Human nature abhors a vacuum, too. Agency experts suggest ways to support the big picture.


As an increasing number of CMOs have stepped down without a replacement, all eyes are on what a study from Forrester calls the CMO’s "desperate fight for survival." But what happens to the brands after they’re CMO-free? 

After seeing CMO tenure shortened in recent years, at such brands as McDonald's, J&J, Taco Bell and Uber, the position of CMO is starting to disappear altogether.

Without a CMO providing oversight, it can be easy for marketing teams to lose track of key aspects of their business. Without a single person at the top, performance and brand marketing teams can start to pull apart. As brands look for new ways to cover the responsibilities CMOs once filled, some are turning to their agency partners for a much-needed perspective.
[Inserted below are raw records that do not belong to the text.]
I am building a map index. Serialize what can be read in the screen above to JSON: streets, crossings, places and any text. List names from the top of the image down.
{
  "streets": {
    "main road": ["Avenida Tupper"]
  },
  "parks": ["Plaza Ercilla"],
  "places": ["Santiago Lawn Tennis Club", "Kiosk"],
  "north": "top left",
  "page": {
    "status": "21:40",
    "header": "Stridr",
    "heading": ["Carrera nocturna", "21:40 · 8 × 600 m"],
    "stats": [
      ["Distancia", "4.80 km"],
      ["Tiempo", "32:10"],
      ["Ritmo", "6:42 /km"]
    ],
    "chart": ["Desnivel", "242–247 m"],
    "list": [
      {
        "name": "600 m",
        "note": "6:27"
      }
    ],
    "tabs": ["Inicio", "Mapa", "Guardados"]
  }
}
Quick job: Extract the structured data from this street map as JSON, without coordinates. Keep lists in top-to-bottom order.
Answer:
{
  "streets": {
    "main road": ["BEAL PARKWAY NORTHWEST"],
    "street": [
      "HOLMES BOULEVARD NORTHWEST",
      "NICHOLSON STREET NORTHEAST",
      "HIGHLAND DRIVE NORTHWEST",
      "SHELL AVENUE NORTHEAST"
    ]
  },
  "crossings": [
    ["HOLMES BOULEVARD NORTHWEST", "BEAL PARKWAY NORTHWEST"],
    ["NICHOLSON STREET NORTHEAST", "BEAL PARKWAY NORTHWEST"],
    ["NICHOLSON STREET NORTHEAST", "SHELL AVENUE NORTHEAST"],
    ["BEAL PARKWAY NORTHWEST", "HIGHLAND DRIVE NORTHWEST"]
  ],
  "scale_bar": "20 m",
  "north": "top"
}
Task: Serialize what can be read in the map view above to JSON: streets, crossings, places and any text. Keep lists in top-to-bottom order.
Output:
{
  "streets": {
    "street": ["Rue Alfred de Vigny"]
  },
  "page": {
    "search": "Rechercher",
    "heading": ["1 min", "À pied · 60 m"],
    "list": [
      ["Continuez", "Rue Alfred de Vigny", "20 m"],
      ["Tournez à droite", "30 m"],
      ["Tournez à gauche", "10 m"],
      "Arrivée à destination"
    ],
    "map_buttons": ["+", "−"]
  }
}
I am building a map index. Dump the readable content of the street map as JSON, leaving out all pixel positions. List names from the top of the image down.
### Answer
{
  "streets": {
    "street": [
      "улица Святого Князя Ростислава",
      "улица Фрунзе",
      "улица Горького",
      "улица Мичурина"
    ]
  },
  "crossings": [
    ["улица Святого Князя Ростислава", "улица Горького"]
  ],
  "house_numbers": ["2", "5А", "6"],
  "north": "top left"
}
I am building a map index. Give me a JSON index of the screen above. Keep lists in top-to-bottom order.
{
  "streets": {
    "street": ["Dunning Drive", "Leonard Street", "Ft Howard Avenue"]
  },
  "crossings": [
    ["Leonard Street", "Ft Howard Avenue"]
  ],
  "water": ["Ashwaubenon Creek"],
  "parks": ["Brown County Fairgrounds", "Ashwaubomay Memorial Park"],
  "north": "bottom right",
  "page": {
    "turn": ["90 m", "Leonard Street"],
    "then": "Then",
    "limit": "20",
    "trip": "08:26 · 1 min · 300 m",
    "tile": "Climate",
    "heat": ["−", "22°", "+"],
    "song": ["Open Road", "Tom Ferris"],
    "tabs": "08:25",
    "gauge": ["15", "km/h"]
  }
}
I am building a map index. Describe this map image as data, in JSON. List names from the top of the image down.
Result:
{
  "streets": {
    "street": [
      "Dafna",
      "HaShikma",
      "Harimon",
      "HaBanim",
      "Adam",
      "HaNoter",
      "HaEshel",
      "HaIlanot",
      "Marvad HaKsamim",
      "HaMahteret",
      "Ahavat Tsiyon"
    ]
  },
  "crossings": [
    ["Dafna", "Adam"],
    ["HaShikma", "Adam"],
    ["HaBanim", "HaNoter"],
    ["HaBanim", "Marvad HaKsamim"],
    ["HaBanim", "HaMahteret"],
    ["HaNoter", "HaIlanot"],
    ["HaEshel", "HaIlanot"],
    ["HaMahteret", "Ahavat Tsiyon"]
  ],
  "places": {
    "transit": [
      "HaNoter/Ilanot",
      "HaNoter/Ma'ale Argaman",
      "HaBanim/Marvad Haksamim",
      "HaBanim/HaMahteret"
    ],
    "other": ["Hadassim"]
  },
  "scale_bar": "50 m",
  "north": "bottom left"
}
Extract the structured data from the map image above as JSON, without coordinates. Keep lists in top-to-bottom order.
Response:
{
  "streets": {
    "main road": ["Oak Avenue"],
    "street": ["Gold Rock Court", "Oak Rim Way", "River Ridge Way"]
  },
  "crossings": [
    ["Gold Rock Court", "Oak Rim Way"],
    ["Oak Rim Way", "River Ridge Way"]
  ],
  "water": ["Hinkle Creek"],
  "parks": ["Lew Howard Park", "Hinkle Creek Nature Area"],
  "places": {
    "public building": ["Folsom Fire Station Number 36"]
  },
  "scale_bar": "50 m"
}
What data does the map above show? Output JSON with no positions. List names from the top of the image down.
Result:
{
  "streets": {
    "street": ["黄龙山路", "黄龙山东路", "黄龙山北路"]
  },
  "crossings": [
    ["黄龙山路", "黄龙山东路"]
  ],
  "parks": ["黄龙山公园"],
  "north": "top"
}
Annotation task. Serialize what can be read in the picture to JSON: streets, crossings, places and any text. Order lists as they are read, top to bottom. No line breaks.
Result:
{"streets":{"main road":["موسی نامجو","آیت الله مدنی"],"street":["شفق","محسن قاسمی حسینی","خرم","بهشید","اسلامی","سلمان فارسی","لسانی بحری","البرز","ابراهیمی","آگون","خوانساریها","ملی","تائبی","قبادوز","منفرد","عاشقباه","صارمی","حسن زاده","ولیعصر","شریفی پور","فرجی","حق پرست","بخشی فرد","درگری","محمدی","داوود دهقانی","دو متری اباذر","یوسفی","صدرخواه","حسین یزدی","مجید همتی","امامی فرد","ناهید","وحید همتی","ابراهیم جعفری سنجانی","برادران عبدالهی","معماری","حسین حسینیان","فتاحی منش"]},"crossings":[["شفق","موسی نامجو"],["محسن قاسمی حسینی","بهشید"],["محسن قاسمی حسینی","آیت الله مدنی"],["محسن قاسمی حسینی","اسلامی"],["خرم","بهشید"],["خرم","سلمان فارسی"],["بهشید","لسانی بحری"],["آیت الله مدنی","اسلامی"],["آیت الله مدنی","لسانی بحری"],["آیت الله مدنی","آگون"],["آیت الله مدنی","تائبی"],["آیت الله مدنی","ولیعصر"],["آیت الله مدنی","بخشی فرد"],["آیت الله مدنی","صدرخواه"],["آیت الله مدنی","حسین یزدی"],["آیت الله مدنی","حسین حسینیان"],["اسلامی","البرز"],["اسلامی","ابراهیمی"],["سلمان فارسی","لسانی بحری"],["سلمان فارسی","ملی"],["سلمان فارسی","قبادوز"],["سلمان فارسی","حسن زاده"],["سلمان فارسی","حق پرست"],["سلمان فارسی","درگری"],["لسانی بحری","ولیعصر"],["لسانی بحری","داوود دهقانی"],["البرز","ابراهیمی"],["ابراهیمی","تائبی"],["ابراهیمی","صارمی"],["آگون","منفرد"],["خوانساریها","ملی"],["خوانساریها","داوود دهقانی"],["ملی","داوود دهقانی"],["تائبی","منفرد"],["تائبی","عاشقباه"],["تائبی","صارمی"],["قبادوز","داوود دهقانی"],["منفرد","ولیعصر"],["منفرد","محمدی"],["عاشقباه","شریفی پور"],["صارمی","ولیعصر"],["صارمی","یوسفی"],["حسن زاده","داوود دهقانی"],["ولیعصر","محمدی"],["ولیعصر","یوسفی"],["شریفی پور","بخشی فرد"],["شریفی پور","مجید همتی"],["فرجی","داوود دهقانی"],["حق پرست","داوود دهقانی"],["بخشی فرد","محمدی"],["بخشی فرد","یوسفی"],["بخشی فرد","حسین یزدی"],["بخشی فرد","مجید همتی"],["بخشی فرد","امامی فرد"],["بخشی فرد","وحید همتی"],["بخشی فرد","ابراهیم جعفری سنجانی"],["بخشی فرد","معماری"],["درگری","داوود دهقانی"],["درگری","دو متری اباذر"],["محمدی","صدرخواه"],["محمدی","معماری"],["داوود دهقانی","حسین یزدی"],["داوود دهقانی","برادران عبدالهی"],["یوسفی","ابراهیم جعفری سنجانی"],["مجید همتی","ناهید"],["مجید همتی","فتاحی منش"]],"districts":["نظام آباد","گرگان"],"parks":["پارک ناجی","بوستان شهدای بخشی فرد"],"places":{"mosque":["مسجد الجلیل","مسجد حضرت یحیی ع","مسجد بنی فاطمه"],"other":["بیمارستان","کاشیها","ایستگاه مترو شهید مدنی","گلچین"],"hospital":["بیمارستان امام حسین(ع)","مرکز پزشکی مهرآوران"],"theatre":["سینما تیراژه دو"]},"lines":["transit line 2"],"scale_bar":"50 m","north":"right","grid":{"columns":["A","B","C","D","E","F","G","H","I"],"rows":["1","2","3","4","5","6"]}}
So what issues are keeping marketers awake at night, and what advice do agencies have for them? Whether they’re re-configuring the CMO role or trying to pioneer what might be next, outside perspectives can save brands a few lessons they might otherwise learn the hard way.

We’d like to offer advice from a number of agency leaders to the CMO-less brands out there.

BILL DURRANT, PRESIDENT AT EXVERUS MEDIA

The Challenge: Without a CMO overseeing the work, teams can get off target.

The Solution: Codify your processes. Whether you are assigning budgets, implementing campaigns, or reporting and creating insights, having a set of clearly defined processes prevents team members from managing steps inefficiently, or worse, building two completely different consumer experiences or sending misaligned work to the CEO. 

The Challenge: One of the roles of the CMO is to incite collaboration between teams, and this often goes away when the role does.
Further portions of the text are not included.